ABOUT THIS TASK => When a line in the entries contains the word "strong", copy that line in full.

INPUT FOR THIS TASK =>
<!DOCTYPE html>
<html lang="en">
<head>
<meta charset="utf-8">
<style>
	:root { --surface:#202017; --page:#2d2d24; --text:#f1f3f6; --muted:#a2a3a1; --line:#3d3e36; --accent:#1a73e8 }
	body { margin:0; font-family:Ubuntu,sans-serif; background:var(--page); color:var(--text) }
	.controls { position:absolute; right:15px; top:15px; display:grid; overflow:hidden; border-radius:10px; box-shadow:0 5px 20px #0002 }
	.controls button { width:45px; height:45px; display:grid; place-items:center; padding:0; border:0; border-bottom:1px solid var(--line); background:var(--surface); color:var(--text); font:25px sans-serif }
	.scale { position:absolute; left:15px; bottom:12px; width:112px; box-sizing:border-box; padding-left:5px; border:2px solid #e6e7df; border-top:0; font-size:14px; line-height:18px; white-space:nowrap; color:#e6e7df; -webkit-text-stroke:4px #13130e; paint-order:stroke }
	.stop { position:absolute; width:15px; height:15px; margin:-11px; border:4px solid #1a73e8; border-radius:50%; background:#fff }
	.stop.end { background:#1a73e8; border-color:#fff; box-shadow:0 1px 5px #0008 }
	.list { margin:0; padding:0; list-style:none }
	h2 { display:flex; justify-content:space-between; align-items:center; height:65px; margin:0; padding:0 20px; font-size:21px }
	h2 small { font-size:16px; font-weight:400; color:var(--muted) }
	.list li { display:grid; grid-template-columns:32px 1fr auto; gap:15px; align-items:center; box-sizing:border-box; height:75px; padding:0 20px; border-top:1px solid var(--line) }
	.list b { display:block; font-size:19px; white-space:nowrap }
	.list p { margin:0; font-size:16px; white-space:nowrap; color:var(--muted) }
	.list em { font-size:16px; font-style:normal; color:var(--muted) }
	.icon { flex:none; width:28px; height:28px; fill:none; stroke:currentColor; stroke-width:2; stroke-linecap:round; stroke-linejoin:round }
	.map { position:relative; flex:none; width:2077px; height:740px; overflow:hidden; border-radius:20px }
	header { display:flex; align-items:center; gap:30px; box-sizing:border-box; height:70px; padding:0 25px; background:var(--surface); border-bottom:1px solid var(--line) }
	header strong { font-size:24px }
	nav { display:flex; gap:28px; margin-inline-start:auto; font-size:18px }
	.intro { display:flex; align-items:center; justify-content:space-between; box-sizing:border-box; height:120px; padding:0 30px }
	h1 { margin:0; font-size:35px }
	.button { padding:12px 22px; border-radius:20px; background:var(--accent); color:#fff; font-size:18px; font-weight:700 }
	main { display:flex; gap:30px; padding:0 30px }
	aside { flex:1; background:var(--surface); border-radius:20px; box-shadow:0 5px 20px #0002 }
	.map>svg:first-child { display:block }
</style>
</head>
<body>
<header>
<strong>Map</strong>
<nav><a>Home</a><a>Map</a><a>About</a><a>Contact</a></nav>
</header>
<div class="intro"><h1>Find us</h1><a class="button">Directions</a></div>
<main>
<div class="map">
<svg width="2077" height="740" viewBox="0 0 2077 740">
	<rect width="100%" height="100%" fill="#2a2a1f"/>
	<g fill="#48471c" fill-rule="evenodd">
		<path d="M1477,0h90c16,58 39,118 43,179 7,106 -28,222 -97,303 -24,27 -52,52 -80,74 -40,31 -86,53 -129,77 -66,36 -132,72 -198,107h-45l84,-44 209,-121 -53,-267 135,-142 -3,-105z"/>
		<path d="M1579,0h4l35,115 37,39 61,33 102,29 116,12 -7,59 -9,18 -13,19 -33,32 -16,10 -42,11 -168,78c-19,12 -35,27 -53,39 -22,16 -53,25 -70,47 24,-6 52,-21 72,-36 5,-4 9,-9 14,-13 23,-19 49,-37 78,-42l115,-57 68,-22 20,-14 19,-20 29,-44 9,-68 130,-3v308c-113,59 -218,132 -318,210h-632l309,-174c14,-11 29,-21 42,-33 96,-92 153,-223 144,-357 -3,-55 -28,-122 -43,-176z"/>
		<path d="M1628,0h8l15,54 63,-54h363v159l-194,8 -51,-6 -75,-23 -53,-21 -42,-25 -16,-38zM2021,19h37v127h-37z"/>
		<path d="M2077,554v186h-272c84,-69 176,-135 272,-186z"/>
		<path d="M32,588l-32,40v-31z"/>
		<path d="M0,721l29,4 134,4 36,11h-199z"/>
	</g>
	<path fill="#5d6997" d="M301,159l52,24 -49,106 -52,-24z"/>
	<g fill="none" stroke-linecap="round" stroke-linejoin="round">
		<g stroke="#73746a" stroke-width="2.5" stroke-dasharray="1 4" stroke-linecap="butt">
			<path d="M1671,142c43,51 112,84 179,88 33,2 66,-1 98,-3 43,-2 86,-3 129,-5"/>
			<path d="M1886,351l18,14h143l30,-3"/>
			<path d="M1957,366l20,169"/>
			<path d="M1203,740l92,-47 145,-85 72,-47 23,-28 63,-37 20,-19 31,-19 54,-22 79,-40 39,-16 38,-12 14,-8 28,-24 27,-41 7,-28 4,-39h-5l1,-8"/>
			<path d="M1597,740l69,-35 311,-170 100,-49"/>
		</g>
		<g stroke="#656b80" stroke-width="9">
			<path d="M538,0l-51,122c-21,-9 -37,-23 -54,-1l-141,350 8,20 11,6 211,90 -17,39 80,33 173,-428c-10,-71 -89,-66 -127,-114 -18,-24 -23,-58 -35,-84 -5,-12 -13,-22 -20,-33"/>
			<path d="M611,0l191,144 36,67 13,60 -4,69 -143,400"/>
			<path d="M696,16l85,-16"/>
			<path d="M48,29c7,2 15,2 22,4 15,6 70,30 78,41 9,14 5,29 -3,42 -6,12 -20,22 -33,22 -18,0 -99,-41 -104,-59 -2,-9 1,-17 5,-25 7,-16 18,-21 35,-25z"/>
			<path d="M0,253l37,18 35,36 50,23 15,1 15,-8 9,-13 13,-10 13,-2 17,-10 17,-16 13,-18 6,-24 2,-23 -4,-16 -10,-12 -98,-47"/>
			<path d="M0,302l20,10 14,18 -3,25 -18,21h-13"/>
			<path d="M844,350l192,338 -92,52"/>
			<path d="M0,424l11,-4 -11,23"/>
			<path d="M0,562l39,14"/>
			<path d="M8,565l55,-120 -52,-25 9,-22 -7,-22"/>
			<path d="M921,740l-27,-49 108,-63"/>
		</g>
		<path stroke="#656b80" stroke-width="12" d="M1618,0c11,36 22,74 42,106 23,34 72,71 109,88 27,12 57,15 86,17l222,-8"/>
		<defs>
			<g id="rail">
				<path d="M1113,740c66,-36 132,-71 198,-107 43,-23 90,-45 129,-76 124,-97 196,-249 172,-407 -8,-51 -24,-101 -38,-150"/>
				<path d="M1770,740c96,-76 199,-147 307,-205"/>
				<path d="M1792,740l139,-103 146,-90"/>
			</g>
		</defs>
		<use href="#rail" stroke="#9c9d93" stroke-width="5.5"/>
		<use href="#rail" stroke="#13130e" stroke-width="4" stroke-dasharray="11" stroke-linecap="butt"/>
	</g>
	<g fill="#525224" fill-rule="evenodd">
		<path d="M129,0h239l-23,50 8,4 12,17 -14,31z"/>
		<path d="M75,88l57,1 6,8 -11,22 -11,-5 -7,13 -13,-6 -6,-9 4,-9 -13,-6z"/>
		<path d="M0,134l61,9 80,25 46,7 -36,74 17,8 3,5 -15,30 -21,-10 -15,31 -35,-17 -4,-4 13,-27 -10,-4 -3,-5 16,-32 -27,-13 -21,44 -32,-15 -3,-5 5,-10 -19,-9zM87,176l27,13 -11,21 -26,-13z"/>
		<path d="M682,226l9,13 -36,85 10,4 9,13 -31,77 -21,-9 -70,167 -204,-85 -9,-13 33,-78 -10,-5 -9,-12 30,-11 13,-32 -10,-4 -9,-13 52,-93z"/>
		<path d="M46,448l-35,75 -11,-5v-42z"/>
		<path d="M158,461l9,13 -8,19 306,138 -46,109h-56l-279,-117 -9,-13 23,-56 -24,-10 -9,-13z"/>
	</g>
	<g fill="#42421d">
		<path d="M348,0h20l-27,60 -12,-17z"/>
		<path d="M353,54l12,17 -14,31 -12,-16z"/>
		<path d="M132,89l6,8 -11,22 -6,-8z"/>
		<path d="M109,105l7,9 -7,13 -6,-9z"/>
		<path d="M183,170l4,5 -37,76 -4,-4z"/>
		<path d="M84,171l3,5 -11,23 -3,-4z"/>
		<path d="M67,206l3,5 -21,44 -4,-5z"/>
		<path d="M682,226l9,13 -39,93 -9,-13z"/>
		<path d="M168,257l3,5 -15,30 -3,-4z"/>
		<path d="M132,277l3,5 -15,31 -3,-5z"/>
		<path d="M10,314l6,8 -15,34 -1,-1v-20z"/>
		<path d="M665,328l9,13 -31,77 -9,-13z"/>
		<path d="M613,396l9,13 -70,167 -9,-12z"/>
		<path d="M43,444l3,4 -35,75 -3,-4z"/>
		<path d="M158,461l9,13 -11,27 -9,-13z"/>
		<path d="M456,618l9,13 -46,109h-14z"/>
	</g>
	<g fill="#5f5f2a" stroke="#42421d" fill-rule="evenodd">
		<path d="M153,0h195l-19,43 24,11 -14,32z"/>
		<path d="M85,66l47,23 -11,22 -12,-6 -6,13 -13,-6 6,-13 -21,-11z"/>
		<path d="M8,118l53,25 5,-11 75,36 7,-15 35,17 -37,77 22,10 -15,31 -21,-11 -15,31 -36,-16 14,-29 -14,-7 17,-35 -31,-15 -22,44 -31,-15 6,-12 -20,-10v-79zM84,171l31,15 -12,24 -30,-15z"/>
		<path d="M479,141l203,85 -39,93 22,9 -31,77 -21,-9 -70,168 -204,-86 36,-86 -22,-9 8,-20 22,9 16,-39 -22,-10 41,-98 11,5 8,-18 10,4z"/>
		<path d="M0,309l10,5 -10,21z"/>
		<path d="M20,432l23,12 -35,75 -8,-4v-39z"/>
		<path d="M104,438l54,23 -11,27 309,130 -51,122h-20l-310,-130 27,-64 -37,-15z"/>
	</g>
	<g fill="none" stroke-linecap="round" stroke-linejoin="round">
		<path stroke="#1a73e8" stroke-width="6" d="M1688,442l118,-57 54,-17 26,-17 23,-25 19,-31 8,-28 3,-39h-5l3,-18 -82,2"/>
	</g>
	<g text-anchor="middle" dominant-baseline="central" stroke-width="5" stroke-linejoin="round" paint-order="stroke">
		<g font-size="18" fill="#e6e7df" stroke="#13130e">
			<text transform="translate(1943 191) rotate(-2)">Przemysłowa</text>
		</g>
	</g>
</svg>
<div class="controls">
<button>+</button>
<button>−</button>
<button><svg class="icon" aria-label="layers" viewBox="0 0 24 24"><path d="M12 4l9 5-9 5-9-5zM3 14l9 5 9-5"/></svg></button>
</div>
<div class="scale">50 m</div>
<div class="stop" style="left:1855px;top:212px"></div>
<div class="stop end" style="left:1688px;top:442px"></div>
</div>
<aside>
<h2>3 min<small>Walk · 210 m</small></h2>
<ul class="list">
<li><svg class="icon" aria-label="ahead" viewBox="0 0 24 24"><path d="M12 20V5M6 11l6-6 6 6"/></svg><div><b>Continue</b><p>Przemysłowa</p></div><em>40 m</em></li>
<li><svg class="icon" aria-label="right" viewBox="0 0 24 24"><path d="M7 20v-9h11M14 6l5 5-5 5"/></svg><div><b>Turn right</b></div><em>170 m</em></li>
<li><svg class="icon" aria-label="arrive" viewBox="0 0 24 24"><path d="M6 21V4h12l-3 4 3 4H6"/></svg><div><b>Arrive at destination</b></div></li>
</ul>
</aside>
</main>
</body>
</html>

RESPONSE TO THE TASK =>
	header strong { font-size:24px }
<strong>Map</strong>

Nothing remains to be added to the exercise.